> Brief
Among the lines below, tally those that hold "Dingledine". Return the number and nothing more.

Dataset records
----

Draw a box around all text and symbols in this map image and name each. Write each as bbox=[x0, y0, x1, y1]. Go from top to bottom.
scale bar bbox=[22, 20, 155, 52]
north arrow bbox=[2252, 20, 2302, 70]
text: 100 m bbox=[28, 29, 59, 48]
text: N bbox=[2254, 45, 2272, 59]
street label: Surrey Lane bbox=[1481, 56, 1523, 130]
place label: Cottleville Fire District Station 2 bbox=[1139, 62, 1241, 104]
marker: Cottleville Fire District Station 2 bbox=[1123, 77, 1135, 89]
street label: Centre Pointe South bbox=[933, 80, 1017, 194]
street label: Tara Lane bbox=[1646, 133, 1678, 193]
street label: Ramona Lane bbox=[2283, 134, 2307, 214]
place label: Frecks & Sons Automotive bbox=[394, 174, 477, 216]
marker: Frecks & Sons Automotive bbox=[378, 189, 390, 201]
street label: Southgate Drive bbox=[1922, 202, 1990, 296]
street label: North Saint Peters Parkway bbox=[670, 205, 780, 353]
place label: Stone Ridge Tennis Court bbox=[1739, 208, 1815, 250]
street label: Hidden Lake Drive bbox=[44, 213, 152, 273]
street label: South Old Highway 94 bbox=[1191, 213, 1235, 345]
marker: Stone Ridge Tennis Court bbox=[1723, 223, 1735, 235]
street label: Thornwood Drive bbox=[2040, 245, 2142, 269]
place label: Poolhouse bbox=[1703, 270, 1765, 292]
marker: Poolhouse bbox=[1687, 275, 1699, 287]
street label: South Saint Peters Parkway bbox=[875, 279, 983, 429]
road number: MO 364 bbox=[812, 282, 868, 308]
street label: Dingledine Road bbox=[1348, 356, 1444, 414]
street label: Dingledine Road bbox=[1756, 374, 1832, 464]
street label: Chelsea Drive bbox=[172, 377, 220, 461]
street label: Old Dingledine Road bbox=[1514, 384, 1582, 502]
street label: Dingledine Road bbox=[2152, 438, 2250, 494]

----

> Response
4